Answering a question during a media briefing at the WHO headquarters in Geneva, Switzerland, on Friday 7 May, Dr Ryan said: “The issues regarding the Olympics are multi-dimensional. […] It is not whether we will have [the] Olympics or not; it is how those individual risks within that framework are being managed.”

Acknowledging that the Games are a complex event that requires a lot of logistics and risk management, he said WHO has “confidence that the International Olympic Committee and the host city Tokyo, and the Government of Japan, will make the right decisions regarding how best to manage the risks, and are working extremely hard right now to ensure that those risks are well managed”.

Playbooks and sports events

WHO is part of the All-Partners Task Force working on the countermeasures for the Games, which also includes the Government of Japan, the Tokyo Metropolitan Government (TMG), the Tokyo 2020 Organising Committee, the IOC, the International Paralympic Committee (IPC) and independent experts and organisations from across the world.
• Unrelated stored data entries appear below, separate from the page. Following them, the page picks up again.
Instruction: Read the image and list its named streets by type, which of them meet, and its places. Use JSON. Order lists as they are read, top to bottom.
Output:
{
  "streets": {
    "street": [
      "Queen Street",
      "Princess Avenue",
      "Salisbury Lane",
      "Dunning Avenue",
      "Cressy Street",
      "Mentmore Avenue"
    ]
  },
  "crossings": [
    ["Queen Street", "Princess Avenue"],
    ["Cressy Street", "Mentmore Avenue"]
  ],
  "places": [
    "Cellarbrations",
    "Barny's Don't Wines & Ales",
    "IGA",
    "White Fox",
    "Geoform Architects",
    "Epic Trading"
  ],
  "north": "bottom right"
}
The latest output from the task force’s work was the second version of the Playbooks, the documents outlining the personal responsibilities key stakeholders must take on to play their role in ensuring safe and successful Games.

Dr Ryan also referred to the experience which has been acquired around the world with sports events happening in recent months. “It is our hope that the Olympics can occur. We have seen sporting events and leagues run very, very safely over the last six months, without spectators, with special bubbles and arrangements for athletes and for others – footballers and many, many others.”

Spectator capacity

He also commented on the agreement reached by the IOC, the IPC, Tokyo 2020, the TMG and the Government of Japan to make a decision regarding spectator capacity at the Olympic and Paralympic venues in June

“Positivity rates in Japan are around seven per cent, so Japan has experienced an increase, like everybody else, over a period of weeks and months. That has levelled off. It is not continuing to increase. And it is our hope – it is our hope for every country – that that continues on a downwards trend. And we will leave it to the authorities in Japan, who are highly competent, to decide what level of attendance could occur in the Olympics.”

“Some of those decisions cannot be made until closer to the event because it will depend on the epidemiologic situation at that time. So, it is not a failing at all on behalf of the organisers that they have not made certain decisions, because those decisions can only be made on the basis of the epidemiologic parameters that pertain at that time.”

“We will leave any decisions regarding the extent to which the Olympics have attendance at venues and other decisions to them, as we believe they are applying a very, very systematic risk management approach to protect public health at this moment. As needed, they will make the decisions that are needed based on the epidemiologic situation as we approach the July date.”

IOC President Thomas Bach noted today: “These very encouraging remarks by the World Health Organization are a clear signal to everyone: the athletes, the delegations from all around the globe, the Organising Committee, all the Japanese people and also the IOC and IPC. I would like to express our thanks to WHO for the cooperation and advice we have enjoyed from them since the very beginning of the pandemic and the confidence they have expressed in the planned countermeasures and the IOC. We will continue to be guided by scientific and medical expertise from around the world to organise safe Olympic and Paralympic Games Tokyo 2020 for everyone.”